Plenty has changed since Malcolm MacLeod arrived in Canada in 1924. Everything except the fact that every single day, he walks and walks—and walks.
MacLeod was among a shipment of about 200 young European men on board a ship that brought them to Canadian shores. They were among hundreds sought to help populate Australia, Canada, and the U.S. by agents in Europe.
Unfortunately, MacLeod’s boat was arriving in May, just after the planting season, and the work that goes with it already had wrapped up.
“We figured we were going to work on farms but things didn’t work that way,” he recalled last week. “When we landed in Montreal, after we went through the immigration and customs, we got on the train and the bulk of us went to Toronto.
“We were in the lounging area where people got addresses to go work on farms,” he noted. “We waited and then, after supper, more men came on the train and there was no work.”
MacLeod left the train station and took up travelling with a fellow Scotsman and two Englishmen in search of work.
Their search brought them from Port Stanley to St. Thomas by train, then they joined a travelling salesman stopping in several communities to seek work before finally arriving in Tilbury.
There, MacLeod’s trip came to a sudden halt as he exited a train station and was hit on the head and sent flying. “I don’t know what hit me but it threw me against the boarding train,” he remarked.
While he can recall little about the incident, MacLeod woke up in a bed with a bandaged head and the realization that one of his travelling companions had been killed by the train.
He also found he was stuck in Tilbury as part of an inquest and trial—his first lucky break as it turned out.
“On the jury panel for the inquest, there was a fellow on there who said, ‘Do you have a job to go to?’ The fellow said to me, ‘Well, come and work for me,” recounted MacLeod.
After a short stint there, the farmer hired his nephew and MacLeod moved on to another farm—a job with CN in Port Arthur (now Thunder Bay) manning a tugboat that moved wood, sand, and gravel across Lake Superior.
“I made enough to get to the next job,” he said. “Of course, things were different.
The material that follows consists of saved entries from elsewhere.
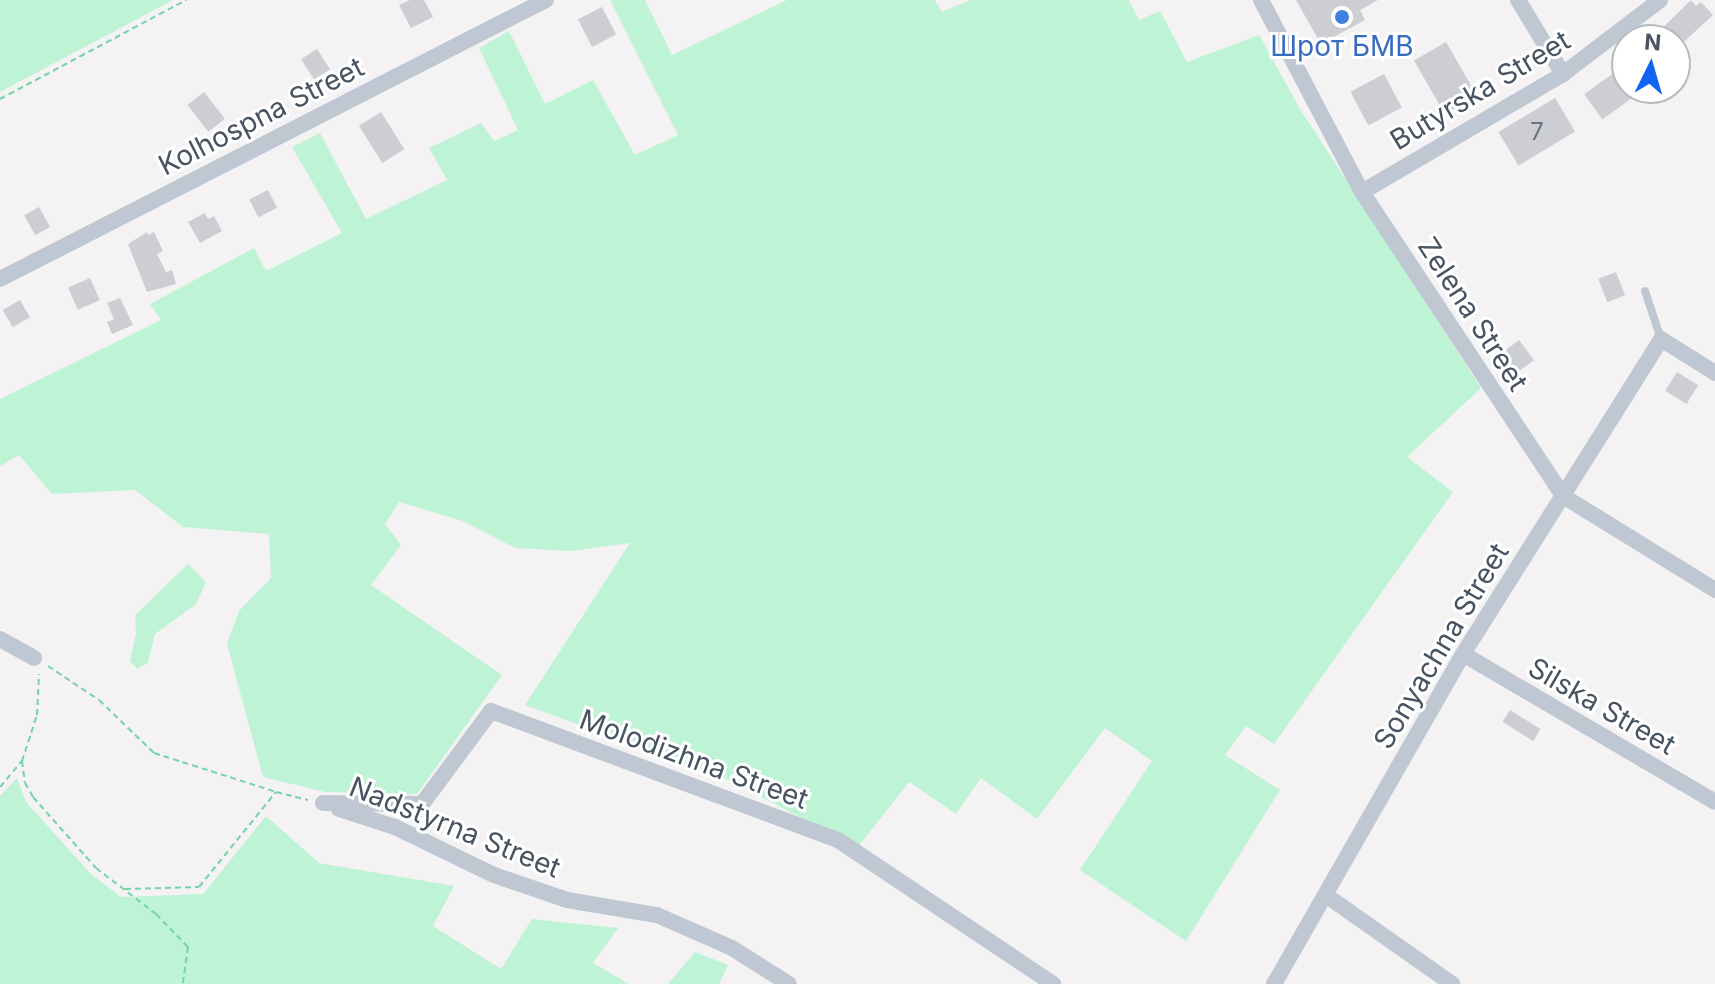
<!DOCTYPE html>
<meta charset="utf-8">
<style>
body{margin:0}
#map{position:relative;width:1715px;height:984px;overflow:hidden;background:#f4f2f2;font-family:Inter,sans-serif}
div>[style]{position:absolute}
[style*='--x']{left:calc(var(--x)*1px);top:calc(var(--y)*1px);width:calc(var(--w)*1px);rotate:calc(var(--a)*1deg)}
.green>*{inset:0;background:#bff3d6}
.building>*{inset:0;background:#ccced4;transform-origin:0 0}
.path>*{height:2px;margin-top:-1px;transform-origin:0;background:repeating-linear-gradient(90deg,#75d3aa 0 6px,transparent 0 10px)}
.lane>*{height:8px;margin:-4px;padding:0 4px;transform-origin:4px;border-radius:4px;background:#bfc8d2}
.street>*{height:16px;margin:-8px;padding:0 8px;transform-origin:8px;border-radius:8px;background:#bfc8d2}
.dots>*{width:22px;height:22px;translate:-50% -50%;box-sizing:border-box;border:4px solid #fff;border-radius:50%}
span{translate:-50% -50%;white-space:nowrap;text-align:center;line-height:1.15;-webkit-text-stroke:6px #fff;paint-order:stroke}
.number-label{font-size:24px;color:#69727e}
.number-label span{-webkit-text-stroke-width:0}
.shop-label{font-size:28px;color:#366cbe}
.street-label{font-size:28px;color:#485461}
.north{position:absolute;left:1611px;top:24px;width:80px;height:80px;box-sizing:border-box;background:#fff;border:2px solid #b6bbc0;border-radius:50%;rotate:5deg;font-size:22px;font-weight:700;line-height:32px;text-align:center;color:#485461}
.north::after{content:'';display:block;margin:auto;width:28px;height:36px;background:#0f64f1;clip-path:polygon(50% 0,100% 100%,50% 72%,0 100%)}
</style>
<div id="map">
<div class="green">
<i style="clip-path:polygon(0 0,173px 0,0 92px)"></i>
<i style="clip-path:polygon(610px 0,645px 0,672px 55px,787px 0,935px 0,942px 12px,970px 0,1129px 0,1139px 20px,1160px 11px,1187px 62px,1259px 35px,1300px 109px,1481px 388px,1407px 457px,1453px 492px,1274px 744px,1246px 726px,1225px 755px,1280px 790px,1186px 941px,1080px 870px,1152px 761px,1105px 728px,1037px 819px,981px 778px,956px 814px,909px 782px,858px 847px,729px 780px,525px 705px,630px 543px,571px 551px,515px 548px,463px 521px,399px 502px,385px 524px,401px 545px,371px 585px,502px 675px,417px 794px,325px 792px,263px 777px,227px 644px,239px 611px,271px 578px,269px 534px,183px 527px,135px 490px,52px 494px,19px 455px,0 466px,0 399px,161px 320px,150px 304px,254px 248px,266px 271px,342px 233px,292px 147px,320px 133px,366px 219px,447px 180px,429px 148px,481px 123px,494px 141px,518px 130px,479px 48px,509px 31px,545px 104px,593px 80px,635px 155px,678px 135px)"></i>
<i style="clip-path:polygon(188px 564px,206px 582px,196px 604px,155px 634px,148px 663px,137px 669px,130px 661px,136px 634px,135px 615px)"></i>
<i style="clip-path:polygon(17px 778px,26px 802px,91px 874px,121px 897px,203px 894px,266px 816px,319px 863px,454px 886px,433px 926px,501px 969px,532px 919px,618px 928px,593px 963px,629px 984px,0 984px,0 796px)"></i>
<i style="clip-path:polygon(695px 952px,728px 965px,719px 984px,668px 984px)"></i>
</div>
<div class="building">
<i style="clip-path:polygon(410px 0,424px 0,433px 17px,411px 28px,399px 5px)"></i>
<i style="clip-path:polygon(1296px 0,1378px 0,1360px 10px,1365px 20px,1321px 44px)"></i>
<i style="clip-path:polygon(1691px 0,1696px 6px,1701px 2px,1713px 15px,1675px 50px,1675px 40px,1650px 40px)"></i>
<i style="left:602px;top:7px;width:31px;height:27px;rotate:63deg"></i>
<i style="left:1446px;top:42px;width:62px;height:37px;rotate:60deg"></i>
<i style="left:317px;top:49px;width:24px;height:19px;rotate:57deg"></i>
<i style="left:1615px;top:72px;width:31px;height:38px;rotate:54deg"></i>
<i style="left:1384px;top:74px;width:38px;height:38px;rotate:62deg"></i>
<i style="left:204px;top:92px;width:34px;height:21px;rotate:52deg"></i>
<i style="left:1555px;top:98px;width:39px;height:66px;rotate:59deg"></i>
<i style="left:381px;top:112px;width:44px;height:26px;rotate:58deg"></i>
<i style="left:268px;top:190px;width:20px;height:21px;rotate:63deg"></i>
<i style="left:39px;top:207px;width:23px;height:17px;rotate:61deg"></i>
<i style="clip-path:polygon(205px 213px,208px 219px,214px 216px,222px 231px,200px 243px,188px 222px)"></i>
<i style="clip-path:polygon(147px 232px,148px 235px,154px 232px,163px 251px,157px 254px,166px 272px,172px 270px,176px 284px,147px 292px,128px 244px)"></i>
<i style="left:1616px;top:272px;width:25px;height:19px;rotate:69deg"></i>
<i style="left:90px;top:278px;width:24px;height:24px;rotate:66deg"></i>
<i style="clip-path:polygon(120px 298px,133px 325px,112px 334px,107px 322px,114px 319px,107px 303px)"></i>
<i style="left:20px;top:300px;width:20px;height:20px;rotate:60deg"></i>
<i style="left:1519px;top:340px;width:25px;height:26px;rotate:53deg"></i>
<i style="left:1677px;top:372px;width:25px;height:22px;rotate:32deg"></i>
<i style="left:1510px;top:710px;width:36px;height:14px;rotate:32deg"></i>
</div>
<div class="path">
<i style="--x:0;--y:99;--w:211;--a:-28"></i>
<i style="--x:48;--y:666;--w:61;--a:33.7"></i>
<i style="--x:99;--y:700;--w:76;--a:43.9"></i>
<i style="--x:154;--y:753;--w:128;--a:17.7"></i>
<i style="--x:22;--y:761;--w:22;--a:82"></i>
<i style="--x:25;--y:783;--w:16;--a:60"></i>
<i style="--x:33;--y:797;--w:95;--a:48.4"></i>
<i style="--x:96;--y:868;--w:76;--a:37.5"></i>
<i style="--x:156;--y:914;--w:46;--a:45.9"></i>
<i style="--x:188;--y:947;--w:37;--a:98"></i>
<i style="--x:0;--y:787;--w:34;--a:-50"></i>
<i style="--x:22;--y:761;--w:48;--a:-71.9"></i>
<i style="--x:37;--y:715;--w:41;--a:-87.2"></i>
<i style="--x:125;--y:889;--w:74;--a:-1.5"></i>
<i style="--x:199;--y:887;--w:122;--a:-51"></i>
<i style="--x:276;--y:792;--w:33;--a:14"></i>
</div>
<div class="lane">
<i style="--x:1645;--y:291;--w:51;--a:71.6"></i>
</div>
<div class="street">
<i style="--x:1261;--y:0;--w:217;--a:62.3"></i>
<i style="--x:1362;--y:192;--w:364;--a:56.5"></i>
<i style="--x:1563;--y:496;--w:179;--a:31.7"></i>
<i style="--x:1518;--y:0;--w:87;--a:58.7"></i>
<i style="--x:1362;--y:192;--w:233;--a:-30.4"></i>
<i style="--x:1563;--y:74;--w:122;--a:-37.3"></i>
<i style="--x:0;--y:279;--w:613;--a:-27.07"></i>
<i style="--x:0;--y:639;--w:39;--a:29"></i>
<i style="--x:1463;--y:654;--w:292;--a:30.4"></i>
<i style="--x:323;--y:803;--w:99;--a:0.6"></i>
<i style="--x:422;--y:804;--w:116;--a:-53.4"></i>
<i style="--x:491;--y:711;--w:370;--a:20.4"></i>
<i style="--x:838;--y:840;--w:259;--a:33.8"></i>
<i style="--x:339;--y:809;--w:59;--a:17.8"></i>
<i style="--x:395;--y:827;--w:110;--a:25.9"></i>
<i style="--x:494;--y:875;--w:77;--a:18.9"></i>
<i style="--x:567;--y:900;--w:91;--a:9.5"></i>
<i style="--x:657;--y:915;--w:82;--a:23.7"></i>
<i style="--x:732;--y:948;--w:67;--a:32.3"></i>
<i style="--x:1327;--y:896;--w:153;--a:35.1"></i>
<i style="--x:1274;--y:984;--w:380;--a:-60.2"></i>
<i style="--x:1463;--y:654;--w:372;--a:-57.8"></i>
<i style="--x:1661;--y:339;--w:64;--a:32.2"></i>
</div>
<div class="dots">
<i style="left:1342px;top:17px;background:#3f7fe0"></i>
</div>
<div class="number-label">
<span style="left:1537px;top:132px">7</span>
</div>
<div class="shop-label">
<span style="left:1342px;top:46px">Шрот БМВ</span>
</div>
<div class="street-label">
<span style="left:1480px;top:90px;rotate:-31deg">Butyrska Street</span>
<span style="left:261px;top:116px;rotate:-27deg">Kolhospna Street</span>
<span style="left:1473px;top:314px;rotate:57deg">Zelena Street</span>
<span style="left:1441px;top:646px;rotate:-59deg">Sonyachna Street</span>
<span style="left:1602px;top:706px;rotate:30deg">Silska Street</span>
<span style="left:694px;top:759px;rotate:20deg">Molodizhna Street</span>
<span style="left:455px;top:827px;rotate:22deg">Nadstyrna Street</span>
</div>
<div class="north">N</div>
</div>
You could get board and room for $30 a month and they did your laundry, too.
“If you saved $200 in the summer time, you were good for another three to four months.”
From 1927 on, MacLeod worked at least part-time with CN, maintaining tracks and working in the yards. He met his future wife, a nurse named Winfred, during a stint in Winnipeg, and they married in 1934.
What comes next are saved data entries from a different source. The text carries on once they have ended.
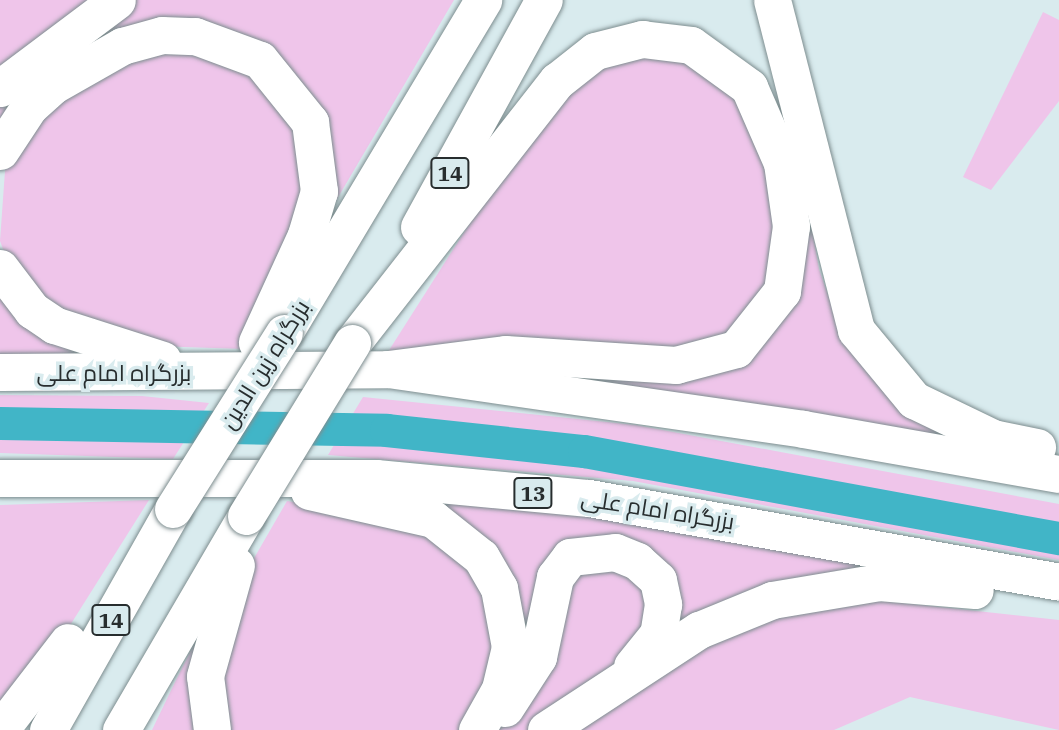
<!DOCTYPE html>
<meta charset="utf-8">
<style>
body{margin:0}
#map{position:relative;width:1059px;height:730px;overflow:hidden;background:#d9ebee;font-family:"IBM Plex Serif",Cairo,serif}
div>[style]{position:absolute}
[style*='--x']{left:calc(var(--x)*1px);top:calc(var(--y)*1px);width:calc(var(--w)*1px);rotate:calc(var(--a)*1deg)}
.green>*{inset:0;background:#efc5ea}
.river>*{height:33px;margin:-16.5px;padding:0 16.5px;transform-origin:16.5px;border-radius:16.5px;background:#41b5c7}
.roads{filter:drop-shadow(0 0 2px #7d8d8f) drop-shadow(0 0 2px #7d8d8f)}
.highway>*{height:37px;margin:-18.5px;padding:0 18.5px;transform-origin:18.5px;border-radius:18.5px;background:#fff}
.bridges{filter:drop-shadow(0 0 2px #7d8d8f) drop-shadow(0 0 2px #7d8d8f)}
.highway-bridge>*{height:37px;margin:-18.5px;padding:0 18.5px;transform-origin:18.5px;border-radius:18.5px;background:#fff}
span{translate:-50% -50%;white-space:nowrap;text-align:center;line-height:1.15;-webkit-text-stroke:7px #d9ebee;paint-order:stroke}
.shield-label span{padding:2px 5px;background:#d9ebee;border:2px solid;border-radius:5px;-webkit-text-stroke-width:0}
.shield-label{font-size:21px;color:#272d2e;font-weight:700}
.street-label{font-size:23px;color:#272d2e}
</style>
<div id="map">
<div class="green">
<i style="clip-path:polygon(0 0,98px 0,0 77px)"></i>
<i style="clip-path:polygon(130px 0,454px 0,320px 228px,310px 102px,174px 25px,0 132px,0 99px)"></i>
<i style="clip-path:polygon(1043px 12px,1059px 20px,1059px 101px,991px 190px,963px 177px)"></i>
<i style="clip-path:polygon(202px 46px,280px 91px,312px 180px,244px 349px,153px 346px,81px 329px,10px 268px,0 241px,6px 157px,17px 137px,110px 62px)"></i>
<i style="clip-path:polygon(660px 48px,729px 78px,782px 210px,761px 312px,696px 352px,386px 355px,503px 171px,594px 61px)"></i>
<i style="clip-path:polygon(806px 193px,819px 269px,840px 329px,984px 443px,549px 376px,734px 362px)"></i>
<i style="clip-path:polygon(0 283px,129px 358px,0 359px)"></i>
<i style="clip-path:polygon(0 395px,142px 396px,209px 403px,173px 459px,0 453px)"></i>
<i style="clip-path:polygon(363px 397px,636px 425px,1059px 504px,1059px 560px,633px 481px,328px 455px)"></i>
<i style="clip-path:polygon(374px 494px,582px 509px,977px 583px,830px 576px,528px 730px,486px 730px,512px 601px)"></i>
<i style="clip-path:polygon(149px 500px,40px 673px,0 720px,0 505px)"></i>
<i style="clip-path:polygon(287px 501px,391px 516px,449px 536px,504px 631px,466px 730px,221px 730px,213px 708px,249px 567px)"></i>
<i style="clip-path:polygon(225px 583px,205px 730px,152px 730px,176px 680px)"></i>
<i style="clip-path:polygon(858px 598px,1059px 620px,1059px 730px,910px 697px,834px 730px,576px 730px,700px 643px,790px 612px)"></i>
</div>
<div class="river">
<i style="--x:0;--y:423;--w:386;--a:1"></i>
<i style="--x:386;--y:430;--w:199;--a:6.1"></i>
<i style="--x:584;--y:451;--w:483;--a:10.4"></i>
</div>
<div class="roads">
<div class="highway">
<i style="--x:772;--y:0;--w:341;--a:75.7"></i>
<i style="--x:856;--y:330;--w:91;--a:50.4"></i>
<i style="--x:914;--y:400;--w:88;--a:25.7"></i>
<i style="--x:993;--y:438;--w:45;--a:11.6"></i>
<i style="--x:0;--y:88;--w:146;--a:-36.9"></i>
<i style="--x:0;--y:151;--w:53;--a:-56.6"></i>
<i style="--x:29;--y:107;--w:31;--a:-42"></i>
<i style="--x:52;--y:86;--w:81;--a:-29.7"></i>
<i style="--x:122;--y:46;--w:41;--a:-15.4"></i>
<i style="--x:162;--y:35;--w:33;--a:2"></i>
<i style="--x:195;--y:36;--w:69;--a:20.3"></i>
<i style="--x:260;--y:60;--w:80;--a:51.1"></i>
<i style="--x:310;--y:122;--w:70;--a:82.6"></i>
<i style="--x:319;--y:191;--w:46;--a:106.5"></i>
<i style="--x:306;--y:235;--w:118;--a:114.6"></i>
<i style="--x:419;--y:227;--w:259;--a:-61.2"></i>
<i style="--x:0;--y:268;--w:53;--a:52.7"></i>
<i style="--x:32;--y:310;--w:27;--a:34"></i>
<i style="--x:54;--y:325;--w:114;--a:17.8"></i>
<i style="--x:284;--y:333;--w:388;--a:-59.1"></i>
<i style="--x:352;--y:343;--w:333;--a:-52"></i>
<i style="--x:557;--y:81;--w:48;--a:-38.3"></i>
<i style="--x:595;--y:51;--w:49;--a:-14.3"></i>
<i style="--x:642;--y:39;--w:49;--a:7"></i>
<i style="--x:691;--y:45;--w:72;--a:35.9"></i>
<i style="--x:749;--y:87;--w:83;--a:66.5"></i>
<i style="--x:782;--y:163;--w:64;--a:81.9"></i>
<i style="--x:791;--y:226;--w:66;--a:97.9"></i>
<i style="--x:782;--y:291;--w:74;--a:128.4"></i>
<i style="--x:736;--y:349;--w:62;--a:165.1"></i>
<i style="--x:676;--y:365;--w:171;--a:-176.3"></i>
<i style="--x:505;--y:354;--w:118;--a:172.7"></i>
<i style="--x:0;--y:372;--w:388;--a:-0.4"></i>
<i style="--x:388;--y:369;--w:419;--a:8.2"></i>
<i style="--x:803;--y:429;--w:260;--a:10"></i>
<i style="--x:0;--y:478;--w:376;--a:0"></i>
<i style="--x:376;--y:478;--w:214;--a:5.4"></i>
<i style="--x:589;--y:498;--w:477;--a:10.1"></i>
<i style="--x:309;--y:491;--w:127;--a:12.7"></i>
<i style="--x:433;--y:519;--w:61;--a:38.4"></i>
<i style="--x:481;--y:557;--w:36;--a:60"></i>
<i style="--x:499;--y:588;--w:60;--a:79.4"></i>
<i style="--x:510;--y:647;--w:43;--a:103.4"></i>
<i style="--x:500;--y:689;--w:47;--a:119.3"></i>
<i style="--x:505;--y:708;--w:61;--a:-57.1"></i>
<i style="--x:538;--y:657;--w:82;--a:-78"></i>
<i style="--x:555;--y:577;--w:25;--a:-53"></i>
<i style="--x:570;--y:557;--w:45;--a:-6.3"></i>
<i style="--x:615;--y:552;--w:24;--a:22"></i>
<i style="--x:637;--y:561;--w:28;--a:42"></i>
<i style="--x:658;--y:580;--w:25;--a:78"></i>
<i style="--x:663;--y:604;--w:30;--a:99"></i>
<i style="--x:658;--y:634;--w:41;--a:129.1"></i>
<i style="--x:0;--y:730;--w:111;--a:-52.3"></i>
<i style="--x:48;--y:730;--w:254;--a:-60.5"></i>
<i style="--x:121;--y:730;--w:248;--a:-59.7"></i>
<i style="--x:212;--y:730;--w:54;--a:-97.4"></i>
<i style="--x:205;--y:676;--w:115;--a:-74.4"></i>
<i style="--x:546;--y:730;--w:183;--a:-33.2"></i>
<i style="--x:699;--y:630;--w:79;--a:-22.3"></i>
<i style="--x:772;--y:600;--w:109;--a:-9.5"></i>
<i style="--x:879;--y:582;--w:96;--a:4.8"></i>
</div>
</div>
<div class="bridges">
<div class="highway-bridge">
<i style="--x:173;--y:509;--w:208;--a:-57.8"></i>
<i style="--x:246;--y:516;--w:203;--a:-58.5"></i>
</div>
</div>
<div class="shield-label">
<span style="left:450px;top:173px">14</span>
<span style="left:533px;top:493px">13</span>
<span style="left:111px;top:620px">14</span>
</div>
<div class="street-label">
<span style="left:264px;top:364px;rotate:-58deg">بزرگراه زین الدین</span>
<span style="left:114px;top:372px">بزرگراه امام علی</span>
<span style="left:658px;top:509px;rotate:9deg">بزرگراه امام علی</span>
</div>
</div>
“She happened to be at the same boarding house. I asked her out to the show and it went on from there,” he remarked.
The couple bought a home in Fort Frances, a town MacLeod favoured, and he took on a permanent job at the CN yard here.
“I like Fort Frances. The first time I happened to be working here, I walked up town in the evening and the streets where nice with gardens and everything, it was clean,” he recalled.
He worked with more than 100 people at the yard, which was made up of several buildings and hosted steady train traffic.
“Scots, Finns, Swedes, and Norwegians worked the yards and Ukrainians worked the tracks,” MacLeod noted.
The couple never bought a car as Winfred didn’t like them, MacLeod didn’t need one, and at the time, it was hard to get one to Fort Frances.
Times have changed since then. The local CN station is closed, the yard hires only a score of people, and vehicles can now enter Fort Frances from all directions.
MacLeod now lives alone as his wife passed away in 1988. But as he approaches his 97th birthday next month, some things still remain constant. He still lives in the Third Street East home he bought when they arrived in Fort Frances—although it now sports a colour television and Walkman.
And his home still does not have a driveway as, to this day, MacLeod walks to do his shopping, go to the library, or to visit others. And every day at 6 a.m., he gets up and takes a two-mile stroll—still admiring people’s gardens along the streets of Fort Frances.